Dataset entries:
######

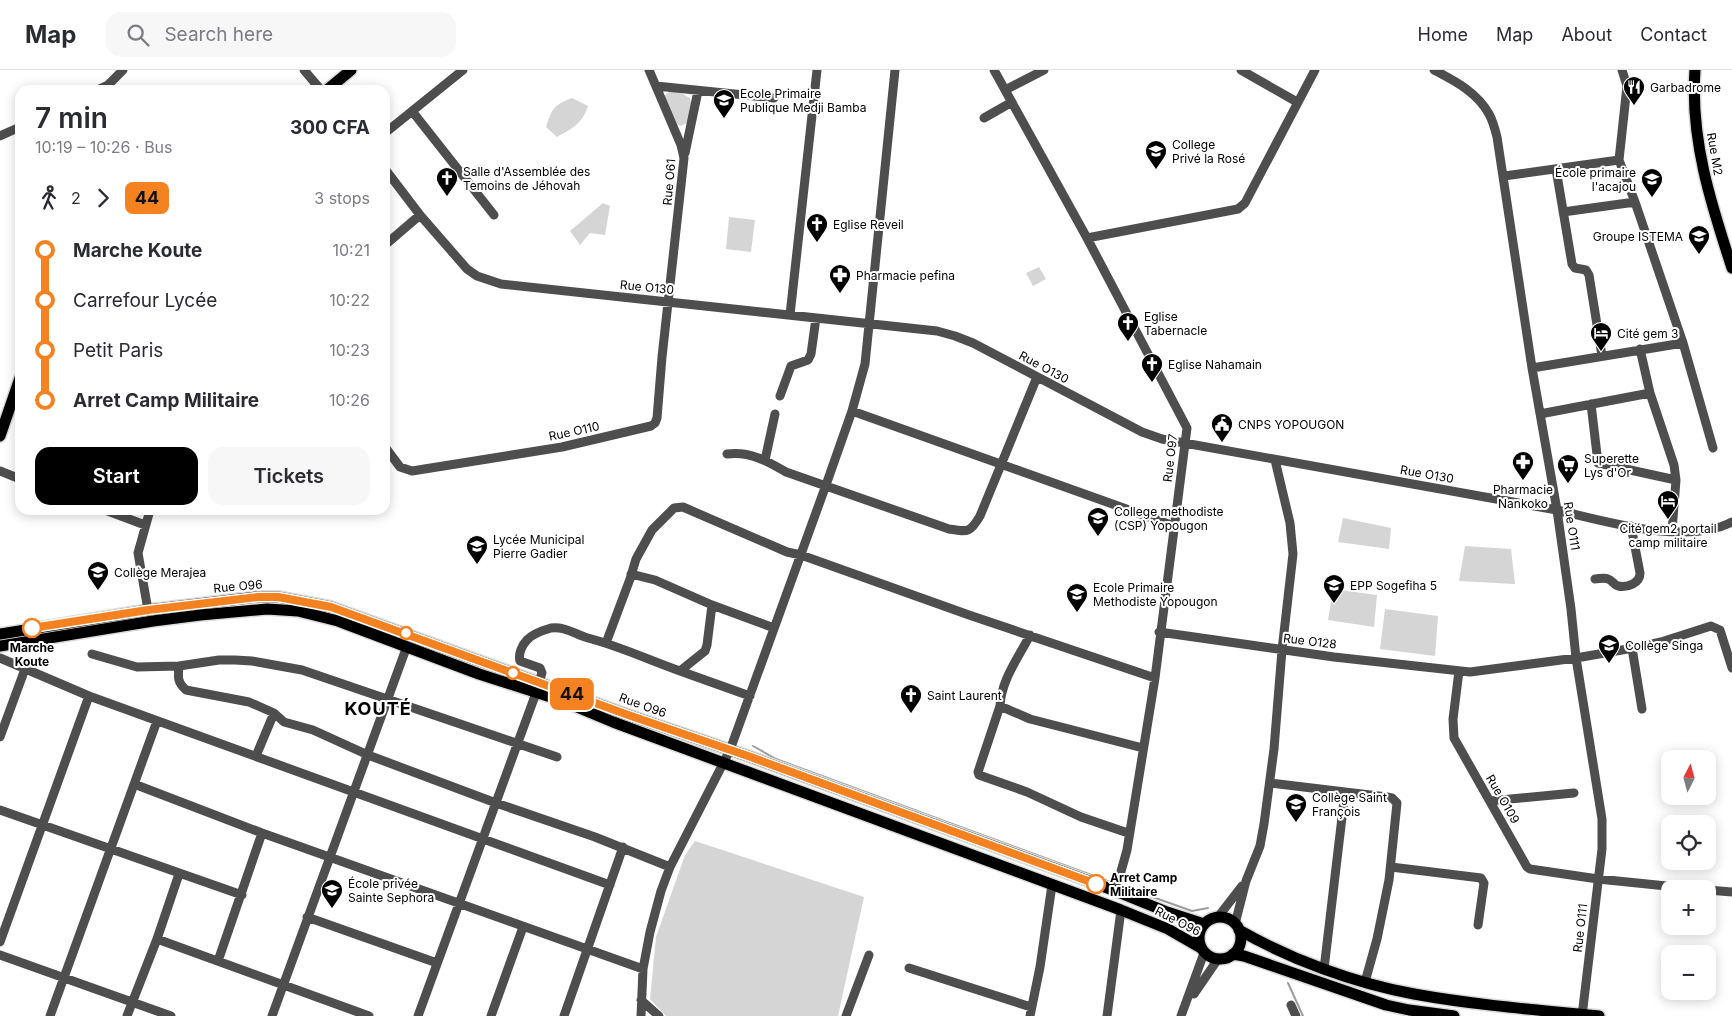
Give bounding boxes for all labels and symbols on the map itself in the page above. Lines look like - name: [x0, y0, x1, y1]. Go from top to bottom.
- restaurant icon: Garbadrome: [1622, 75, 1646, 106]
- place label: Garbadrome: [1650, 80, 1721, 95]
- place label: Ecole Primaire Publique Medji Bamba: [740, 86, 866, 115]
- school or university icon: Ecole Primaire Publique Medji Bamba: [712, 88, 736, 119]
- street label: Rue M2: [1704, 131, 1726, 177]
- place label: College Privé la Rosé: [1172, 137, 1245, 166]
- school or university icon: College Privé la Rosé: [1144, 139, 1168, 170]
- street label: Rue O61: [659, 158, 679, 206]
- place label: Salle d'Assemblée des Temoins de Jéhovah: [463, 164, 590, 193]
- place label: École primaire l'acajou: [1555, 165, 1636, 194]
- church icon: Salle d'Assemblée des Temoins de Jéhovah: [435, 166, 459, 197]
- school or university icon: École primaire l'acajou: [1640, 167, 1664, 198]
- church icon: Eglise Reveil: [805, 212, 829, 243]
- place label: Eglise Reveil: [833, 217, 904, 232]
- school or university icon: Groupe ISTEMA: [1687, 224, 1711, 255]
- place label: Groupe ISTEMA: [1593, 229, 1683, 244]
- pharmacy icon: Pharmacie pefina: [828, 263, 852, 294]
- place label: Pharmacie pefina: [856, 268, 955, 283]
- street label: Rue O130: [619, 277, 675, 297]
- place label: Eglise Tabernacle: [1144, 309, 1207, 338]
- church icon: Eglise Tabernacle: [1116, 311, 1140, 342]
- hotel icon: Cité gem 3: [1589, 321, 1613, 352]
- place label: Cité gem 3: [1617, 326, 1679, 341]
- street label: Rue O130: [1017, 348, 1071, 386]
- church icon: Eglise Nahamain: [1140, 352, 1164, 383]
- place label: Eglise Nahamain: [1168, 357, 1262, 372]
- public building icon: CNPS YOPOUGON: [1210, 412, 1234, 443]
- place label: CNPS YOPOUGON: [1238, 417, 1344, 432]
- street label: Rue O110: [547, 418, 601, 444]
- street label: Rue O97: [1160, 433, 1180, 483]
- pharmacy icon: Pharmacie Nankoko: [1511, 450, 1535, 481]
- place label: Superette Lys d'Or: [1584, 451, 1639, 480]
- supermarket icon: Superette Lys d'Or: [1556, 453, 1580, 484]
- street label: Rue O130: [1399, 462, 1455, 486]
- place label: Pharmacie Nankoko: [1493, 482, 1553, 511]
- hotel icon: Cité gem2 portail camp militaire: [1656, 489, 1680, 520]
- street label: Rue O111: [1561, 501, 1583, 551]
- place label: College methodiste (CSP) Yopougon: [1114, 504, 1224, 533]
- school or university icon: College methodiste (CSP) Yopougon: [1086, 506, 1110, 537]
- place label: Cité gem2 portail camp militaire: [1619, 521, 1717, 550]
- place label: Lycée Municipal Pierre Gadier: [493, 532, 585, 561]
- school or university icon: Lycée Municipal Pierre Gadier: [465, 534, 489, 565]
- school or university icon: Collège Merajea: [86, 560, 110, 591]
- place label: Collège Merajea: [114, 565, 206, 580]
- school or university icon: EPP Sogefiha 5: [1322, 573, 1346, 604]
- street label: Rue O96: [213, 576, 263, 596]
- place label: EPP Sogefiha 5: [1350, 578, 1437, 593]
- place label: Ecole Primaire Methodiste Yopougon: [1093, 580, 1218, 609]
- school or university icon: Ecole Primaire Methodiste Yopougon: [1065, 582, 1089, 613]
- marker: Marche Koute: [22, 618, 42, 638]
- unlabelled marker: [399, 626, 413, 640]
- street label: Rue O128: [1282, 630, 1338, 652]
- school or university icon: Collège Singa: [1597, 633, 1621, 664]
- place label: Collège Singa: [1625, 638, 1703, 653]
- place label: Marche Koute: [10, 640, 54, 669]
- unlabelled marker: [506, 666, 520, 680]
- line badge: 44: [550, 678, 594, 710]
- church icon: Saint Laurent: [899, 683, 923, 714]
- place label: Saint Laurent: [927, 688, 1002, 703]
- street label: Rue O96: [617, 690, 669, 720]
- district label: KOUTÉ: [344, 698, 412, 719]
- north arrow: [1661, 750, 1716, 805]
- street label: Rue O109: [1483, 772, 1523, 826]
- place label: Collège Saint François: [1312, 790, 1387, 819]
- school or university icon: Collège Saint François: [1284, 792, 1308, 823]
- place label: Arret Camp Militaire: [1110, 870, 1178, 899]
- marker: Arret Camp Militaire: [1086, 874, 1106, 894]
- place label: École privée Sainte Sephora: [348, 876, 434, 905]
- school or university icon: École privée Sainte Sephora: [320, 878, 344, 909]
- street label: Rue O96: [1153, 903, 1203, 939]
- street label: Rue O111: [1570, 903, 1590, 953]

######

● **Aim of the exercise**
Look through the entries above for the word "hotel". Copy every line where it shows up.

● **Response to the exercise**
- hotel icon: Cité gem 3: [1589, 321, 1613, 352]
- hotel icon: Cité gem2 portail camp militaire: [1656, 489, 1680, 520]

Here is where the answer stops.